Recently, I was having dinner with a young Christian lawyer and his wife in Australia. Tim had served for a while as the mayor of a small inner-city community that is part of the city of Melbourne. Now working as a pastor again, for a large downtown church, he has responsibilities for articulating the moral dimensions of many public issues as they impact the lives of people in that city.
Because of his success as a mayor and a pastor, and his high profile on a number of political issues, Tim is being approached about a possible run for the parliament of Australia. He's been asked before and, with his wife, Meredie, declined for family reasons-including the need of young children for their father's presence. Now the questions are coming up again, and I was privileged to be included in the family discussion.

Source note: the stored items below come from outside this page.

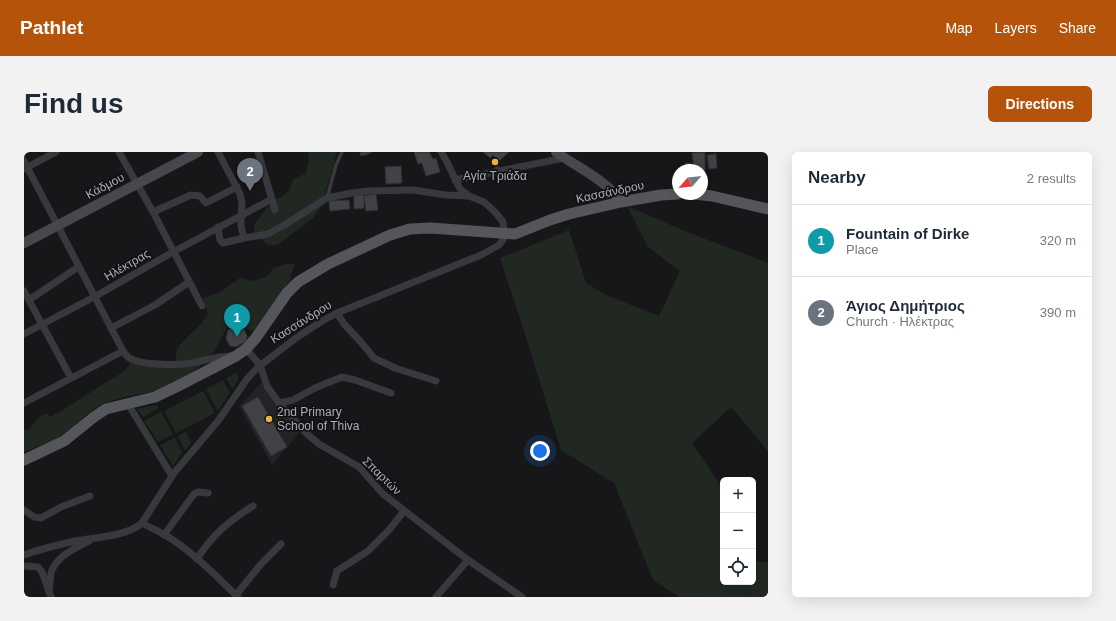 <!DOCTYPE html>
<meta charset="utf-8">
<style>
body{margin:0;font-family:Helvetica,sans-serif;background:#f2f2f3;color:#1f2937}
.controls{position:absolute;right:12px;bottom:12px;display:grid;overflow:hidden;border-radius:6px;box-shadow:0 4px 16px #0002}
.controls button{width:36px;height:36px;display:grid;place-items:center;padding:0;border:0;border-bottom:1px solid #e0e1e3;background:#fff;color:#1f2937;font:20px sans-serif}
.compass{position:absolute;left:648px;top:12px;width:36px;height:36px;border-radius:50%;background:#fff;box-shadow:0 4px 16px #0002;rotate:242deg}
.you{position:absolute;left:516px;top:299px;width:14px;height:14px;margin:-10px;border:3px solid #fff;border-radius:50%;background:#1a73e8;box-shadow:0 0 0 6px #1a73e833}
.badge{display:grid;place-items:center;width:26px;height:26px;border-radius:50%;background:#b45309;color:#fff;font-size:13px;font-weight:700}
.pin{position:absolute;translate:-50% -33px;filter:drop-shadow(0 1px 2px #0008)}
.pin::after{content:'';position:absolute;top:21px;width:14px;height:12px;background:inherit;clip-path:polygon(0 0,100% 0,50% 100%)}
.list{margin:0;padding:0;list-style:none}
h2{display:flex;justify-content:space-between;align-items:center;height:52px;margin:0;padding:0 16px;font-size:17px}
h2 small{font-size:13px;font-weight:400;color:#747a83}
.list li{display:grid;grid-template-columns:26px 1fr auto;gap:12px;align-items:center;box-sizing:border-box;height:72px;padding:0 16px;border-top:1px solid #e0e1e3}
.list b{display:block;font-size:15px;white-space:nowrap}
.list p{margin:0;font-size:13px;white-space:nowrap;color:#747a83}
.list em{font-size:13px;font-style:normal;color:#747a83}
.icon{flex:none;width:22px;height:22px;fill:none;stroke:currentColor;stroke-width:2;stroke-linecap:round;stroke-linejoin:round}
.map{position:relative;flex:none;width:744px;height:445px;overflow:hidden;border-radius:6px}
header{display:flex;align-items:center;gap:24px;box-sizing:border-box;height:56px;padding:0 20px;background:#b45309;color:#fff}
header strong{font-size:19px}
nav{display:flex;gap:22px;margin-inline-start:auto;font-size:14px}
.intro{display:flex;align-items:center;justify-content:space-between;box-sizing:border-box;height:96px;padding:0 24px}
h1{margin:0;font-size:28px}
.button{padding:10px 18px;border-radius:6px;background:#b45309;color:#fff;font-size:14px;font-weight:700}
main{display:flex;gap:24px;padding:0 24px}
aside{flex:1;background:#fff;border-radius:6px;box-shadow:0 4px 16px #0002}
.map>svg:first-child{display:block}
.built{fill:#232326}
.green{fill:#212822}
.building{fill:#414246;stroke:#313134}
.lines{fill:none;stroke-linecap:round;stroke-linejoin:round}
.lane{stroke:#38393d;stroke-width:3.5}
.street{stroke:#38393d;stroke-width:7}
.secondary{stroke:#46484d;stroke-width:10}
.primary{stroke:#54565c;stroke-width:11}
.poi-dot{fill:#e9b33e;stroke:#121214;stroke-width:1.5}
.labels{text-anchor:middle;stroke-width:3.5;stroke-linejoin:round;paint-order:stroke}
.poi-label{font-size:12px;fill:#a9aeb8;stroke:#121214}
.street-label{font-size:12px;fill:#a9aeb8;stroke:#121214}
</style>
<header>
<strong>Pathlet</strong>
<nav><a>Map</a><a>Layers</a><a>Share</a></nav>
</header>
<div class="intro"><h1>Find us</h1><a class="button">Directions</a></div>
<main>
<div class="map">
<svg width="744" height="445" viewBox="0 0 744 445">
<rect width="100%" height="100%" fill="#171719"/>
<path class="built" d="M239 229 277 279 248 313 215 254Z"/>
<g class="green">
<path d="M284 0H313L301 43 295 58 289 66 253 93H244L230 81V73L240 59 251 48 260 43 266 37 269 27 281 22 285 10Z"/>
<path d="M603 54 663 80 744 111V299L707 255 668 291 699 337V430H729V409L744 410V445H655L629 428 590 331 537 298 501 182 476 106 545 78 562 131 582 143 635 164 656 119 624 95Z"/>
<path d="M262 112H271L267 123 266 128 231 177 227 179 214 169 205 172C199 182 195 193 188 201 176 218 150 234 130 239 113 243 94 245 77 253 64 259 55 270 43 279 31 289 15 294 0 300V278L5 277 15 265 23 261 26 265C43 256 59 245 76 234 86 228 101 221 107 210L129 215 141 214 151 216 153 196 165 183 177 172 184 162 179 146 196 140 216 126 230 129 243 124 250 116Z"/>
<path d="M212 221 215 227 208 237 202 226Z"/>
<path d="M199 228 206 241 194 259 182 237Z"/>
<path d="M179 239 191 261 152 281 140 259Z"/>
<path d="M133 253 134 257 119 265 113 257Z"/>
<path d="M137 260 149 282 134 290 120 269Z"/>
<path d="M162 280 167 291 161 299 154 284Z"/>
<path d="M151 286 158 301 149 314 136 293Z"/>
</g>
<g class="building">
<path d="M336 0H347V1L337 4Z"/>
<path d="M390 0H405L409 7 412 6 416 20 402 24 398 11 394 12Z"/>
<path d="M459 0H485L475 9 469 3 466 6Z"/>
<path d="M681 0V20H678V18H670L668 1Z"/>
<path d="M692 2 693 16 685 17 683 3Z"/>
<rect x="661" y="11" width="6" height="7"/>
<path d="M377 14 378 31 362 32 361 15Z"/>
<path d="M352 42 354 58 342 59 340 44Z"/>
<path d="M330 43H340V56L330 57Z"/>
<path d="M325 48 326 57 306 59 305 49Z"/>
<path d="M214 173 219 175 223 184 222 189 212 195 206 194 202 187 204 178Z"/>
<path d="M234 245 263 295 247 304 218 254Z"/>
</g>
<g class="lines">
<g class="lane">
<path d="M471 10 474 19"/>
<path d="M303 46 312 13 318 0"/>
</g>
<g class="street">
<path d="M95 0 129 60 178 154"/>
<path d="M194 0 216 42 218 52 217 63V74L220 86"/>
<path d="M234 0 251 58"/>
<path d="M0 9 99 199C101 202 103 204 105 206 118 213 146 213 160 212 178 210 191 204 209 204"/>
<path d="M0 17 32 0"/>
<path d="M431 28 540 6"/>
<path d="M129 60 167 43 176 44 182 51 213 35"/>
<path d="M194 75 196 88 199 91 220 86 244 82 262 72 303 46 328 41 346 39 389 38 422 43 445 44"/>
<path d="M0 139 47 226"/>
<path d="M5 148 54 115"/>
<path d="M313 161 320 172 336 189 350 206 371 216 412 229"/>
<path d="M87 176 131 153 165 130"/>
<path d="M0 182 70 145 149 100 248 47"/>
<path d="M222 197 236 213 243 234 255 251 283 282 295 292 335 315 359 342 444 408"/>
<path d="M0 251 99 199"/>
<path d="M255 251 269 248 291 236 318 225 331 228 367 241"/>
<path d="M104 252 148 324"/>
<path d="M0 358 10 365 17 366 37 355 66 344"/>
<path d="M118 371C127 376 137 380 146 386 171 402 192 424 214 445"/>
<path d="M140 383 170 342 174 340 184 341"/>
<path d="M0 403C16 397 33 393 51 389 71 385 102 385 118 371L150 321 194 269 223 227 233 216 272 186 298 169 313 161 457 103 475 93 479 88 481 83 479 70 471 60 460 50 445 44 436 37 423 10 417 0"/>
<path d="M173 407C188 383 205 369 229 354"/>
<path d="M0 414 14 415 18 420 27 445"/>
<path d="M309 433 313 419 344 399 365 378 380 359"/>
<path d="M25 440C26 434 26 427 27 421 31 405 51 396 65 389"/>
<path d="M212 443 237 412 257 392"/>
<path d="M412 445 444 408 498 445"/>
</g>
<g class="secondary">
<path d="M532 0C554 16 581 27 597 50"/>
<path d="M0 91 174 0"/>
</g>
<g class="primary">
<path d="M670 42 688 44 744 57"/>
<path d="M0 308 40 289 70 265 82 257 131 245 152 235 212 204 222 197 231 187 263 141 274 130 304 112 366 83 386 77 407 76 491 82 526 68 545 62 597 50 637 43 654 42"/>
</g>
</g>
<g class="poi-dot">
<circle cx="471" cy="10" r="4"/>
<circle cx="245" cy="267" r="4"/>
</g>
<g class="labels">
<g class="poi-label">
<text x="471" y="28">Αγία Τριάδα</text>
<text x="253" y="264" text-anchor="start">2nd Primary<tspan x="253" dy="14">School of Thiva</tspan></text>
</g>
<g class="street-label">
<text transform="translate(81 34) rotate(-28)" y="4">Κάδμου</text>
<text transform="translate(586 40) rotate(-12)" y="4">Κασσάνδρου</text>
<text transform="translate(103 113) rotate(-30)" y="4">Ηλέκτρας</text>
<text transform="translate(277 170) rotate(-32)" y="4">Κασσάνδρου</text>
<text transform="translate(358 324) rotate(44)" y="4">Σπαρτών</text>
</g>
</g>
</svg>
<div class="controls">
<button>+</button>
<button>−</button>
<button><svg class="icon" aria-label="locate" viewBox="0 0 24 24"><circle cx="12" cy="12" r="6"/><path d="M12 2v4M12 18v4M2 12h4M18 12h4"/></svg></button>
</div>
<svg class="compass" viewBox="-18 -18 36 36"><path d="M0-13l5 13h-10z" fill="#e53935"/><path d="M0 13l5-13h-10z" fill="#747a83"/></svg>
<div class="you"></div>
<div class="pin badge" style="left:213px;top:185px;background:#0f9aa8">1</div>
<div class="pin badge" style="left:226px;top:39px;background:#6b7280">2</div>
</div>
<aside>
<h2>Nearby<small>2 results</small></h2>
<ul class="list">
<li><span class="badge" style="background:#0f9aa8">1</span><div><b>Fountain of Dirke</b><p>Place</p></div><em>320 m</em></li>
<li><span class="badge" style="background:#6b7280">2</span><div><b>Άγιος Δημήτριος</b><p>Church · Ηλέκτρας</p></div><em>390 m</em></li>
</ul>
</aside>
</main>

The issues being discussed were all the right ones-impact on the family, personal motivations, the temptations of political power, and whether a "prophetic" role from a church base or a more "political" role in the legislature is the more effective or faithful role for Tim.
The issue of money came up only briefly and tangentially. Tim explained that all candidates receive a reimbursement of 30 cents for every vote they get, and he was assured to get enough support to cover his campaign expenses even if he lost. He also predicted the cost of his election campaign to be only in the tens of thousands of dollars.
When I told them what a comparable campaign now costs in the United States, they were both incredulous. "We could never raise that kind of money," Tim exclaimed, "unless we could get the support of the very rich and powerful." Exactly.